At a very young age, Ashley Hamilton started showing interest in the real estate business. Her interest was pricked by a real estate show that she usually watched on TV. But she hailed from a poor family, which meant that her chances in life were somehow limited.
Her parents were unemployed and so they were on government assistance while living in Detroit. Nonetheless, Hamilton said she had a “perfect childhood” as it never occurred to her at any point during her formative years that she didn’t get the luxuries that others had.
“I just kind of grew up that way. I knew that early on that I wanted to be independent and that I wanted to be an entrepreneur, but I kind of did not have anybody to look up to or anybody to ask for help,” she told the BiggerPockets podcast.
According to her, her goal was to become a millionaire by the age of 30, retire and enjoy the fruit of her labor. For instance, she intended to acquire 10 properties and then sell them off for $100,000 when she turns 30, and that would have fetched her $1 million.
But it didn’t materialize as she planned. To set her ambition in motion, she needed to eliminate her biggest expense, which is rent. “I was paying $700 a month in rent at 22. I had two kids, single parent,” she said.
At the time, she was working as a waitress, which was bringing in $20,000 a year. Therefore, many people said she couldn’t get started because she didn’t have money. “That is everybody’s biggest thing. Well, I did not have a mother who I can borrow $10,000 from. I did not have a 401K, I did not have a line of credit I can get. I had to find some way,” she said.

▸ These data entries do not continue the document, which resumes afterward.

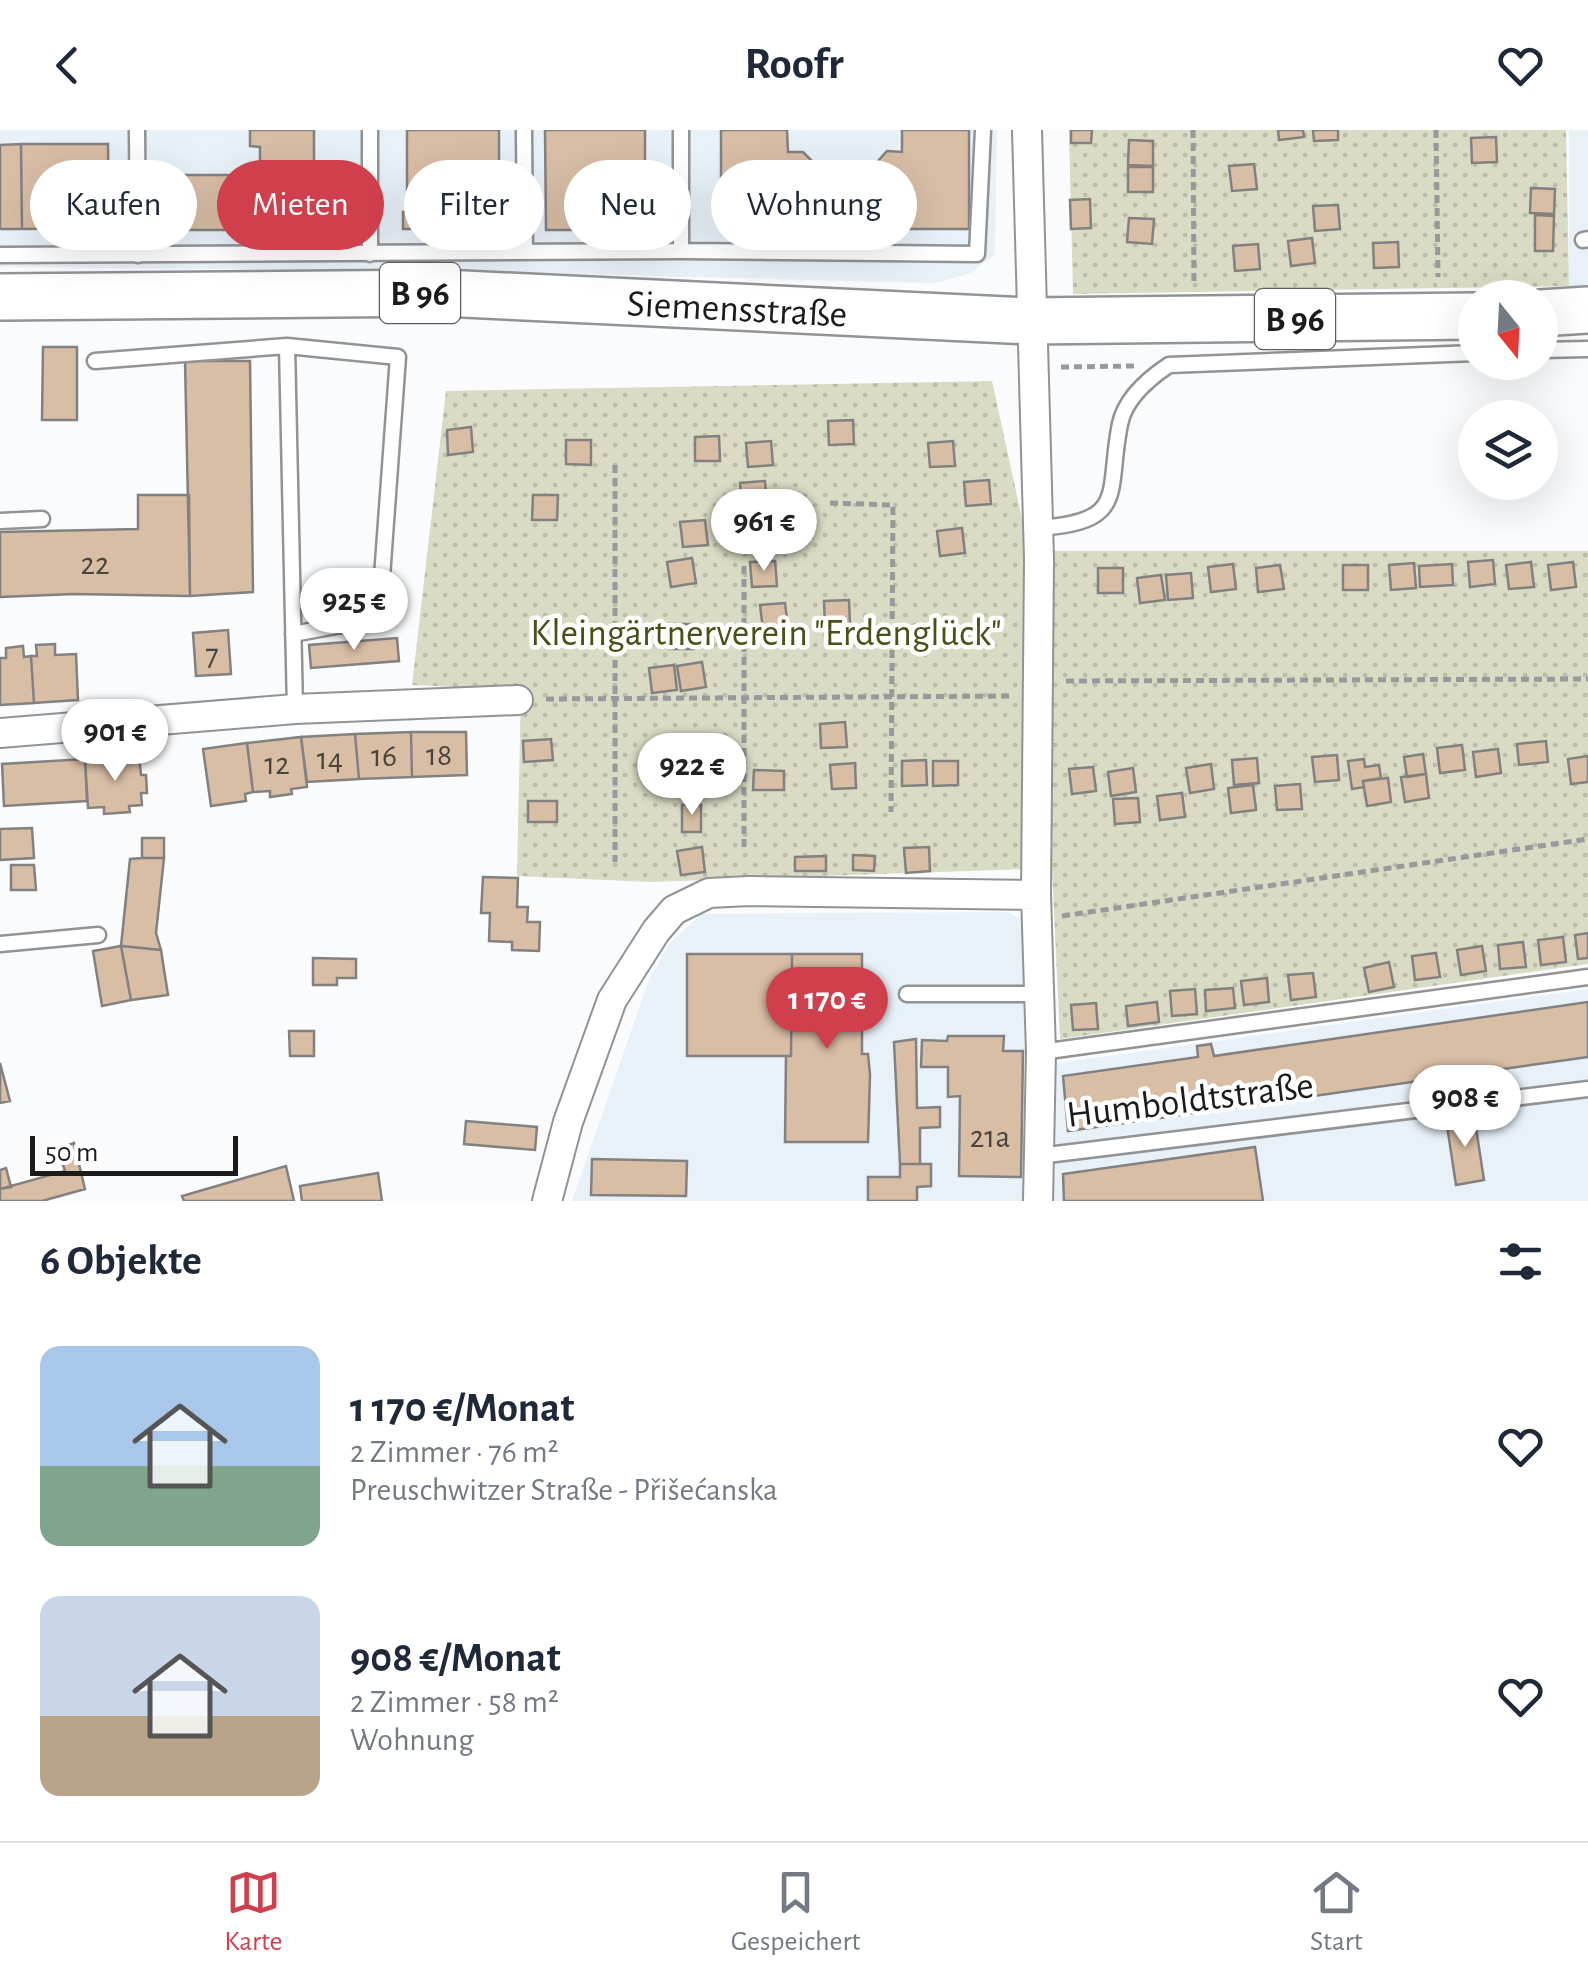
<!DOCTYPE html>
<html lang="de">
<head>
<meta charset="utf-8">
<style>
  :root { --surface:#fff; --page:#f6f6f7; --text:#1f2937; --muted:#747a83; --line:#e0e1e3; --accent:#cf3f4c }
  body { margin:0; font-family:"Alegreya Sans",sans-serif; background:var(--page); color:var(--text); height:100vh; display:flex; flex-direction:column; font-size:38px; white-space:nowrap }
  * { box-sizing:border-box; margin:0 }
  p { font-size:32px; color:var(--muted) }
  .icon { flex:none; width:55px; height:55px; fill:none; stroke:currentColor; stroke-width:2; stroke-linecap:round; stroke-linejoin:round }
  .map { position:relative; height:1071px; overflow:hidden }
  .panel { display:flex; flex-direction:column; background:var(--surface); flex:1 }
  .panel>* { flex:none }
  .top-card { position:absolute; left:30px; top:30px; width:1000px; height:90px; display:flex; gap:20px }
  .needle { width:65px; rotate:162deg }
  .controls { position:absolute; left:1458px; top:150px; display:grid; gap:20px }
  .controls a { display:grid; place-items:center; width:100px; height:100px; border-radius:50%; background:var(--surface); box-shadow:0 10px 40px #0002; font-size:50px }
  .scale { position:absolute; left:30px; bottom:25px; width:208px; box-sizing:border-box; padding-left:10px; border:5px solid #1b1b1c; border-top:0; font-size:28px; line-height:35px; white-space:nowrap; color:#1b1b1c; -webkit-text-stroke:8px #fff; paint-order:stroke }
  .price { position:absolute; translate:-50% -85px; padding:0 22px; border-radius:35px; background:#fff; color:#222; font-size:32px; line-height:65px; filter:drop-shadow(0 2px 5px #0008) }
  .price::after { content:''; position:absolute; left:50%; top:60px; width:30px; height:22px; margin-left:-15px; background:inherit; clip-path:polygon(0 0,100% 0,50% 100%) }
  .price.on { background:var(--accent); color:#fff }
  ul { padding:0; list-style:none }
  li { display:flex; align-items:center; gap:30px; height:250px; padding:0 40px }
  li span { display:grid; place-items:center; flex:none; width:280px; height:200px; border-radius:20px; color:#555 }
  li>.icon { margin-inline-start:auto }
  span .icon { width:120px; height:120px; fill:#fffc; stroke-width:1 }
  li b { font-size:42px }
  h2 { display:flex; justify-content:space-between; align-items:center; height:120px; padding:0 40px; font-size:42px }
  .chip { padding:0 35px; border-radius:45px; background:var(--surface); box-shadow:0 10px 40px #0002; font-size:35px; line-height:90px }
  .chip.on { background:var(--accent); color:#fff }
  header { display:flex; justify-content:space-between; align-items:center; height:130px; padding:0 40px; background:var(--surface); font-size:45px; font-weight:700 }
  .dock { display:flex; justify-content:space-around; align-items:center; height:140px; border-top:2px solid var(--line); background:var(--surface); font-size:28px; color:var(--muted) }
  .dock a { display:grid; justify-items:center; gap:5px }
  .dock .on { color:var(--accent) }
  .map>svg:first-child { display:block }
  .built { fill:#e8f0f8 }
  .garden { fill:url(#garden-dots) }
  .building { fill:#d9bea6; stroke:#838180; stroke-width:2.5 }
  .lines { fill:none; stroke-linecap:round; stroke-linejoin:round }
  .service-casing { stroke:#919395; stroke-width:19 }
  .minor-casing { stroke:#919395; stroke-width:32 }
  .primary-casing { stroke:#919395; stroke-width:50 }
  .path { stroke:#98999b; stroke-width:5; stroke-dasharray:8 5; stroke-linecap:butt }
  .service { stroke:#fff; stroke-width:14 }
  .minor { stroke:#fff; stroke-width:28 }
  .primary { stroke:#fff; stroke-width:45 }
  .labels { text-anchor:middle; stroke-width:9; stroke-linejoin:round; paint-order:stroke }
  .number-label { font-size:32px; fill:#4a443e }
  .shield { fill:#fff; stroke:#5f5f60; stroke-width:2.5 }
  .shield-label { font-size:35px; font-weight:bold; fill:#1b1b1c }
  .street-label { font-size:38px; fill:#1b1b1c; stroke:#fff }
  .park-label { font-size:38px; fill:#4d4f18; stroke:#fff }
</style>
</head>
<body>
<header><svg class="icon" aria-label="back" viewBox="0 0 24 24"><path d="M15 5l-7 7 7 7"/></svg>Roofr<svg class="icon" aria-label="heart" viewBox="0 0 24 24"><path d="M12 20l-8-8c-3-5 5-10 8-4 3-6 11-1 8 4z"/></svg></header>
<div class="map">
<svg width="1588" height="1071" viewBox="0 0 1588 1071">
  <defs>
    <pattern id="garden-dots" width="8" height="8" patternUnits="userSpaceOnUse" patternTransform="scale(2.5)"><rect width="8" height="8" fill="#d9dbc4"/><path d="M2 2h.1M6 6h.1" fill="none" stroke="#babba8" stroke-width="1.8" stroke-linecap="round"/></pattern>
  </defs>
  <rect width="100%" height="100%" fill="#f9fbfd"/>
  <path class="built" d="M0,0H997L995,125L970,143L936,153L453,141L0,137Z
    M1569,0H1588V156H1569Z
    M1008,782L1023,791L1030,937L1588,859V1071H572L649,850L671,812L702,784Z"/>
  <path class="garden" d="M1069,0H1566L1569,156L1073,164Z
    M992,251L1029,421H1588V834L1060,909L1052,738L650,752L517,746L521,560L412,555L446,261Z"/>
  <path class="building" d="M250,0H314V100H260V17L250,16Z
    M407,0H499V99H403V82H407Z
    M545,0H645V100H546Z
    M721,0H787L788,22H803L812,31V37H845V99H721Z
    M902,0H969V99H845V37H878V31L887,21L902,22Z
    M1071,0H1092L1091,13H1071Z
    M1278,0H1303L1304,7L1279,10Z
    M1313,0H1338V10L1314,11Z
    M1496,7L1497,32L1472,33L1471,8Z
    M1129,10L1153,11V36L1128,35Z
    M21,14H108L109,98L22,99Z
    M21,14L22,99H0V15Z
    M1254,34L1257,59L1232,61L1229,36Z
    M1128,37H1153V62H1128Z
    M160,45H260V100H160Z
    M1531,58L1555,59L1554,84L1530,83Z
    M1090,69L1091,98L1071,99L1070,70Z
    M1338,75L1340,99L1315,101L1313,76Z
    M1535,85L1554,86L1553,121H1535Z
    M1129,88L1154,89L1152,114L1127,112Z
    M1312,108L1315,133L1291,136L1288,111Z
    M1398,112L1399,137L1374,138L1373,113Z
    M1258,114L1260,139L1235,141L1233,116Z
    M43,217H77V290H42Z
    M185,231H250L253,462L190,466Z
    M853,290L854,314L829,315L828,291Z
    M471,297L473,322L448,325L447,300Z
    M719,306L720,331H695V307Z
    M566,310H591V335L566,334Z
    M771,311L773,335L748,337L746,313Z
    M953,311L955,336L930,337L928,313Z
    M989,350L991,374L966,376L964,352Z
    M765,351L767,376L742,378L740,353Z
    M138,365H189L190,466L74,464L0,467V402L138,399Z
    M533,365H558L557,390H532Z
    M705,390L708,415L683,417L680,392Z
    M962,398L965,423L940,426L937,401Z
    M692,428L696,453L671,457L667,432Z
    M1493,430L1495,454L1470,457L1468,432Z
    M775,431L777,456L752,457L750,432Z
    M1531,432L1534,457L1509,459L1506,435Z
    M1573,432L1576,457L1551,460L1548,435Z
    M1414,433L1416,458L1391,460L1389,435Z
    M1233,434L1236,459L1211,462L1208,437Z
    M1452,434L1453,455L1420,457L1419,436Z
    M1280,435L1284,459L1258,462L1256,438Z
    M1343,435H1368V460H1343Z
    M1098,438H1123V463H1098Z
    M1191,443L1193,468L1168,470L1166,445Z
    M1161,445L1165,470L1140,473L1137,448Z
    M849,470L850,495L825,496L824,471Z
    M785,473L788,498L763,500L760,475Z
    M669,494H694V519H669Z
    M228,500L231,544L196,546L193,503Z
    M397,508L399,531L311,538L309,515Z
    M55,514V525L76,524L78,570L34,573L31,526H37L36,515Z
    M23,516L24,527L31,526L34,573L0,575V528H6V518Z
    M702,532L706,557L681,561L677,536Z
    M674,535L677,560L652,563L649,538Z
    M845,592L847,617L821,618L820,594Z
    M411,602H466L467,645L412,647Z
    M411,602L412,647L359,649L355,604Z
    M355,604L359,649L307,652L301,607Z
    M301,607L307,657L291,659L292,664L270,667V661L253,662L247,613Z
    M551,609L553,630L524,632L523,611Z
    M1546,611L1548,632L1519,635L1517,614Z
    M703,612L706,637L681,640L679,616Z
    M247,613L253,662L245,664L246,671L211,676L203,619Z
    M675,614L678,638L653,641L650,617Z
    M1462,615L1465,640L1440,643L1437,618Z
    M1498,619L1501,643L1476,647L1473,622Z
    M1423,624L1426,644L1407,647L1404,627Z
    M1337,625L1339,650L1315,652L1312,627Z
    M139,626L141,645H146L147,663H141L142,675L129,676L130,682L104,684V677L88,678L85,629Z
    M1588,626V652L1571,654L1568,629Z
    M1257,628L1259,653L1234,655L1232,630Z
    M85,629L87,671L4,676L2,634Z
    M1364,629L1365,637L1379,635L1381,648L1363,651L1364,657L1352,659L1348,631Z
    M926,630L927,655L902,656V631Z
    M933,631H958V655L933,656Z
    M855,633L856,658L832,659L830,635Z
    M1211,634L1214,659L1190,663L1186,638Z
    M1093,637L1096,661L1072,664L1069,639Z
    M1133,638L1136,662L1111,666L1108,642Z
    M754,640L784,641V660H753Z
    M1426,644L1429,668L1405,672L1401,647Z
    M1388,648L1391,672L1367,676L1363,651Z
    M1300,654L1302,679L1277,680L1275,656Z
    M1253,655L1256,680L1231,683L1228,658Z
    M1182,663L1185,687L1160,690L1157,666Z
    M1138,668L1140,692L1115,694L1113,669Z
    M528,671H557V692H528Z
    M682,675H701V702H682Z
    M32,698L34,728L0,730V699Z
    M142,708H164V728H142Z
    M702,717L705,742L681,745L677,721Z
    M929,717L930,741L906,743L904,718Z
    M853,725L875,726L874,741L853,740Z
    M826,726V741H795V727Z
    M142,728H164L156,803L161,820L121,816L130,729Z
    M11,735H34L36,760H11Z
    M483,747L518,748L517,777H528L527,792H540L539,821L512,820V812L489,811L490,783H481Z
    M1588,803V828L1578,829L1575,805Z
    M1563,807L1566,832L1541,835L1538,810Z
    M1523,812L1526,837L1500,839L1498,815Z
    M121,816L161,820L168,865L131,870Z
    M121,816L131,870L102,876L93,821Z
    M1482,816L1486,841L1461,845L1457,820Z
    M1436,823L1440,847L1415,850L1412,826Z
    M687,824H792L791,926H687Z
    M792,824H862V924H868L870,945L868,1012H785L786,926H791Z
    M313,828L356,829V848H337V855H313Z
    M1389,832L1394,857L1369,862L1364,838Z
    M1313,843L1316,867L1291,870L1288,845Z
    M1267,848L1269,872L1244,875L1241,851Z
    M1233,858L1235,878L1206,881L1205,860Z
    M1195,859L1197,884L1172,886L1170,861Z
    M1157,872L1159,892L1128,896L1126,876Z
    M1588,872V927L1068,1001L1063,946L1198,927L1197,916L1211,914L1214,926Z
    M1096,873L1098,899L1073,900L1071,875Z
    M289,901H314V926H290Z
    M948,906H1004L1003,921H1023L1021,1047L959,1046L960,966L948,967V937H921L922,910L947,911Z
    M916,909L917,978L940,977V997L920,998V1034H900L894,912Z
    M0,933L10,971L0,973Z
    M1474,985L1484,1050L1456,1055L1446,989Z
    M466,991L537,997L535,1020L464,1014Z
    M74,1013L85,1059L42,1071H0V1059L65,1041L58,1019Z
    M1255,1017L1263,1071H1064L1063,1044Z
    M592,1029L687,1031L686,1066L591,1065Z
    M900,1034H931V1056L917,1057V1071H868V1047H900Z
    M286,1036L294,1071H184L182,1066Z
    M6,1038L11,1057L0,1059V1040Z
    M378,1043L382,1071H302L300,1056Z"/>
  <g class="lines">
    <defs>
      <path id="service" d="M137,0L138,125
        M370,0V124
        M524,0L525,122
        M1583,110L1588,109
        M681,121V0
        M0,125L681,121L977,124L983,0
        M1540,220L1588,219
        M95,231L287,216
        M0,391L42,389
        M1038,398C1129,392 1106,363 1120,294C1125,269 1148,249 1169,235L1475,223
        M293,504L379,488L398,227L287,216L295,579
        M0,814L98,805
        M907,864H1039
        M1041,922L1588,847
        M1039,1026L1588,959"/>
      <path id="minor" d="M1027,0L1039,429L1036,765L1041,922L1038,1071
        M0,603L295,579L518,570
        M547,1071L568,992L612,870L656,801L674,780L709,763L749,761L1036,765"/>
      <path id="primary" d="M0,167L443,163L1030,191L1475,186
        M1540,183L1588,180"/>
    </defs>
    <use href="#service" class="service-casing"/>
    <use href="#minor" class="minor-casing"/>
    <use href="#primary" class="primary-casing"/>
    <path class="path" d="M1193,0L1194,154
      M1436,0L1438,147
      M1061,237L1135,236
      M615,335V732
      M830,373L893,375L891,682
      M1066,551L1588,549
      M546,569L1010,566
      M744,717V433
      M1062,786L1588,709"/>
    <use href="#service" class="service"/>
    <use href="#minor" class="minor"/>
    <use href="#primary" class="primary"/>
  </g>
  <g class="labels">
    <g class="number-label">
      <text x="95" y="444">22</text>
      <text x="212" y="535">7</text>
      <text x="439" y="635">18</text>
      <text x="384" y="636">16</text>
      <text x="330" y="639">14</text>
      <text x="277" y="644">12</text>
      <text x="990" y="1017">21a</text>
    </g>
    <g class="shield">
      <rect x="380" y="133" width="80" height="60" rx="8"/>
      <rect x="1255" y="159" width="80" height="60" rx="8"/>
    </g>
    <g class="shield-label">
      <text x="420" y="175">B 96</text>
      <text x="1295" y="201">B 96</text>
    </g>
    <g class="street-label">
      <text transform="translate(737 178) rotate(3)" y="13">Siemensstraße</text>
      <text transform="translate(1190 969) rotate(-7)" y="13">Humboldtstraße</text>
    </g>
    <g class="park-label">
      <text x="766" y="515">Kleingärtnerverein "Erdenglück"</text>
    </g>
  </g>
</svg>
<div class="controls">
<a><svg class="needle" viewBox="-14 -14 28 28"><path d="M0-13l5 13h-10z" fill="#e53935"/><path d="M0 13l5-13h-10z" fill="#747a83"/></svg></a>
<a><svg class="icon" aria-label="layers" viewBox="0 0 24 24"><path d="M12 4l9 5-9 5-9-5zM3 14l9 5 9-5"/></svg></a>
</div>
<div class="scale">50 m</div>
<b class="price" style="left:764px;top:444px">961 €</b>
<b class="price" style="left:354px;top:523px">925 €</b>
<b class="price" style="left:115px;top:654px">901 €</b>
<b class="price" style="left:692px;top:688px">922 €</b>
<b class="price on" style="left:827px;top:922px">1 170 €</b>
<b class="price" style="left:1465px;top:1020px">908 €</b>
<div class="top-card">
<a class="chip">Kaufen</a>
<a class="chip on">Mieten</a>
<a class="chip">Filter</a>
<a class="chip">Neu</a>
<a class="chip">Wohnung</a>
</div>
</div>
<section class="panel">
<h2>6 Objekte<svg class="icon" aria-label="filters" viewBox="0 0 24 24"><path d="M4 7h16M4 17h16"/><circle cx="9" cy="7" r="2"/><circle cx="15" cy="17" r="2"/></svg></h2>
<ul>
<li><span style="background:linear-gradient(#a9c7e8 60%,#7fa58c 0)"><svg class="icon" aria-label="home" viewBox="0 0 24 24"><path d="M3 11l9-7 9 7M6 9v11h12V9"/></svg></span><div><b>1 170 €/Monat</b><p>2 Zimmer · 76 m²</p><p>Preuschwitzer Straße - Přišećanska</p></div><svg class="icon" aria-label="heart" viewBox="0 0 24 24"><path d="M12 20l-8-8c-3-5 5-10 8-4 3-6 11-1 8 4z"/></svg></li>
<li><span style="background:linear-gradient(#c9d6e8 60%,#b9a48a 0)"><svg class="icon" aria-label="home" viewBox="0 0 24 24"><path d="M3 11l9-7 9 7M6 9v11h12V9"/></svg></span><div><b>908 €/Monat</b><p>2 Zimmer · 58 m²</p><p>Wohnung</p></div><svg class="icon" aria-label="heart" viewBox="0 0 24 24"><path d="M12 20l-8-8c-3-5 5-10 8-4 3-6 11-1 8 4z"/></svg></li>
</ul>
</section>
<nav class="dock">
<a class="on"><svg class="icon" aria-label="map" viewBox="0 0 24 24"><path d="M3 6l6-2 6 2 6-2v14l-6 2-6-2-6 2zM9 4v14M15 6v14"/></svg>Karte</a>
<a><svg class="icon" aria-label="saved" viewBox="0 0 24 24"><path d="M7 4h10v16l-5-4-5 4z"/></svg>Gespeichert</a>
<a><svg class="icon" aria-label="home" viewBox="0 0 24 24"><path d="M3 11l9-7 9 7M6 9v11h12V9"/></svg>Start</a>
</nav>
</body>
</html>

However, not having money worked to Hamilton’s advantage. She got a tax refund every year. Making $20,000 a year and having two children was able to earn her five to $6,000 tax return. Her first tax return was in 2009.
“When I got the tax return for $6,000 I was able to slowly save up the rest of the money for the clothes and I did not need much but probably like another thousand dollars to add with it,” she explained. Hamilton would go on to purchase her first property.
“I went ahead and bought the property. It was $6,300 to close and made it an extra $1,000. Once I got the property, I needed about $3,000 to $4,000 worth of work. I saved up for that and it took me about five months to get that to do the work.
“But basically, I just wanted the house to be livable. It was for me and my kids, but I did not have to have granite countertops or anything that. Basically, I went on craigslist, hired a contractor to paint the house. Of course, he ripped me off and only painted it halfway, painted over wallpaper, whatever.”
The young investor now has a portfolio of 24 rentals and five vacant lots. Also, she has decided to quit her part-time banker teller job and pursue full-time entrepreneurship. Despite promising real estate business and other ventures, Ashley decided to work 20 hours a week to have a steady source of W-2 income.
“I finally did it. This has been well overdue. I know a lot of people ask me why do I even still work there. But the truth is I really enjoyed what I did. I was also recycling wealth and using a ton of leverage last year,” Hamilton shared on Instagram.
“When you use any of these real estate strategies like Brrrr, house hack, or buy and hold, most of the time you’re going to need some kind of W-2 income to be approved for loans. That’s why a lot of people get stuck after just one or two deals. I know everybody says they want to hurry up and quit their job. But unfortunately, it’s just not smart especially in the beginning,” she added.